27/02/04

BILÚ, BILÚ, BILÚ..., por SimplistaPrateado

“Eu devia ter uns 7 ou 8 anos. E foi um regalo quando o descobri. Acompanhava o meu tio Marcolino na poda da vinha da Lameira e brincava na ribeira com o meu primo. Mais em baixo numa cascatazita o meu primo, de idade semelhante, fazia azenhas de cana e vime. E foi quando o descobri, numa regueifa de ervas e a tentar fugir, estava um Cágado. Carapaça dura, verde escura e quatro pernitas a pedalar. No ar, porque de imediato o levantei. A cabeça recolheu à armadura e o meu primo acorreu de imediato com os meus berros de júbilo. Um cágado e meu, só meu. Vingava-me ali e pra sempre, da maior habilidade do meu primo em apanhar grilos, cega-regas e demais bicharada campal. O rival ficou aniquilado. Um cágado dava pra milhões de grilos e cega-regas.

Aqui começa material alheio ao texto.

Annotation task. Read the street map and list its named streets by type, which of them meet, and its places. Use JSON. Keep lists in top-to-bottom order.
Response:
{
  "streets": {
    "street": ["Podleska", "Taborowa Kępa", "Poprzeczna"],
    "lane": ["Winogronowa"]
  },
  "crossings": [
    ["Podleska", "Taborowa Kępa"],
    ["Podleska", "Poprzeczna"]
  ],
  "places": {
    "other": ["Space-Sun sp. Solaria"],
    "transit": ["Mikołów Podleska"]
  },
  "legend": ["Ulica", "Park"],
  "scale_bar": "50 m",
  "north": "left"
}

- Tá morto estúpido, deita fora!, dizia o bruto do meu primo a julgar que colava.
- Morto o caralho, ólha aqui, bilú, bilú, bilú...
E o cágado, sentindo o apelo do bilú e algum conforto instintivo pela ternura da criança, lá pôs a cabecita de fora, como que a investigar o futuro...

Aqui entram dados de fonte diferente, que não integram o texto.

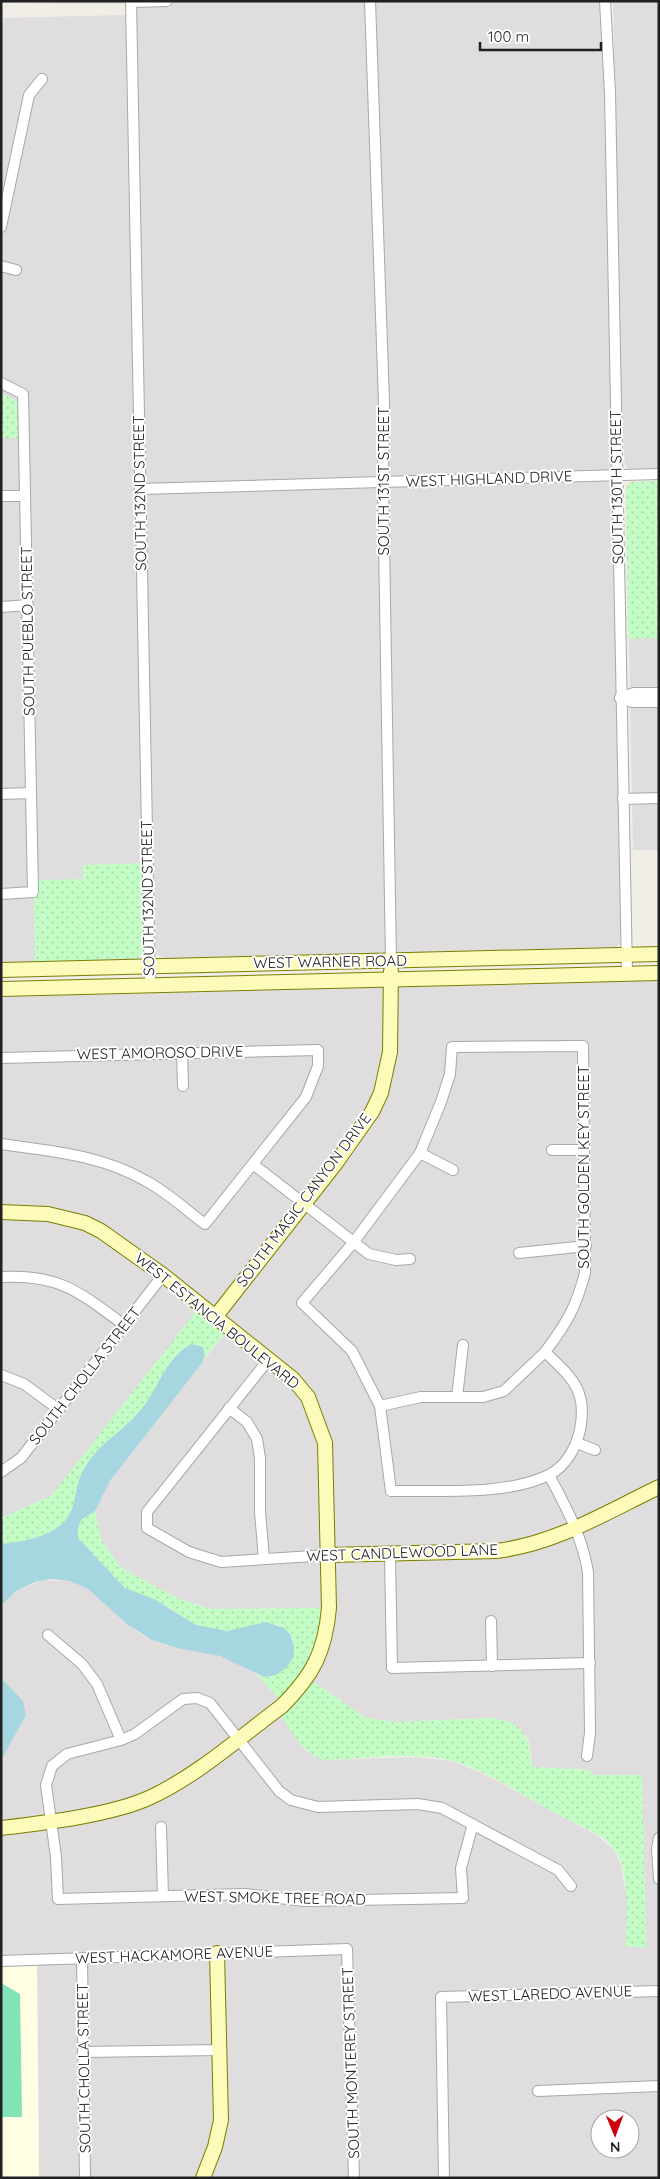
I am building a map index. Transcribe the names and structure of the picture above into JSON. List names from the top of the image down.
{
  "streets": {
    "street": [
      "WEST HIGHLAND DRIVE",
      "SOUTH 131ST STREET",
      "SOUTH 130TH STREET",
      "SOUTH 132ND STREET",
      "SOUTH PUEBLO STREET",
      "WEST WARNER ROAD",
      "WEST AMOROSO DRIVE",
      "SOUTH GOLDEN KEY STREET",
      "SOUTH MAGIC CANYON DRIVE",
      "WEST ESTANCIA BOULEVARD",
      "SOUTH CHOLLA STREET",
      "WEST CANDLEWOOD LANE",
      "WEST SMOKE TREE ROAD",
      "WEST HACKAMORE AVENUE",
      "WEST LAREDO AVENUE",
      "SOUTH MONTEREY STREET"
    ]
  },
  "crossings": [
    ["WEST HIGHLAND DRIVE", "SOUTH 131ST STREET"],
    ["WEST HIGHLAND DRIVE", "SOUTH 130TH STREET"],
    ["WEST HIGHLAND DRIVE", "SOUTH 132ND STREET"],
    ["SOUTH 131ST STREET", "WEST WARNER ROAD"],
    ["SOUTH 131ST STREET", "SOUTH MAGIC CANYON DRIVE"],
    ["SOUTH 130TH STREET", "WEST WARNER ROAD"],
    ["SOUTH 132ND STREET", "WEST WARNER ROAD"],
    ["WEST WARNER ROAD", "SOUTH MAGIC CANYON DRIVE"],
    ["SOUTH MAGIC CANYON DRIVE", "WEST ESTANCIA BOULEVARD"],
    ["WEST ESTANCIA BOULEVARD", "SOUTH CHOLLA STREET"],
    ["WEST ESTANCIA BOULEVARD", "WEST CANDLEWOOD LANE"],
    ["WEST ESTANCIA BOULEVARD", "WEST SMOKE TREE ROAD"],
    ["SOUTH CHOLLA STREET", "WEST HACKAMORE AVENUE"],
    ["WEST HACKAMORE AVENUE", "SOUTH MONTEREY STREET"]
  ],
  "scale_bar": "100 m",
  "north": "bottom"
}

-Tás a ver, animal, morto estás tu!
- Ó pai, ó pai, ólhó co primo agarrrou!, berrou de imediato o meu primo.
O meu tio Marcolino, que entretanto tinha terminado a poda e andava na apanha da caracolada, logo veio ver a coisa.
- É lá rapaz, um cágado, ganda apanha, isso é uma coisa muito rara, antigamente é que havia muitos, nino.
E enquanto eu continuava a segurar firmemente o cágado, com medo de alguma manobra paterna que mo tirasse pró meu primo, o meu tio Marcolino, começou a gesticular e a imitar a voz própria da meiguice:
- Bilú, Bilú, Bilú...,
Mas o cágado não respondeu à meiguice de falsete e a cabecita continuou fechada no cofre.
- Faz tu, nino!
- Faço o quê, tio?
- O Bilú, a ver se ele põe a cabecita de fora!
E eu, inocente e contente, lá fiz:
- bilú, bilú, bilú...
E o cágado meiguinho lá pôs a cabecita de fora. Num ápice, o meu tio, com uma rapidez impressionante que nos apanhou a todos desprevenidos, cágado incluído, afinfou-lhe uma castanhada na cabecita, com os nós dos dedos virados pra baixo. Deixei cair o cágado no chão e só tive tempo de lhe ver a cabeça de lado, com o pescoço num ângulo impossível, porque logo o meu tio Marcolino o apanhou e nos fez segui-lo, dizendo:
- Com estes bichos é assim, mocada fulminante e vou sangrá-lo já pra casa, senão depois sabem mal!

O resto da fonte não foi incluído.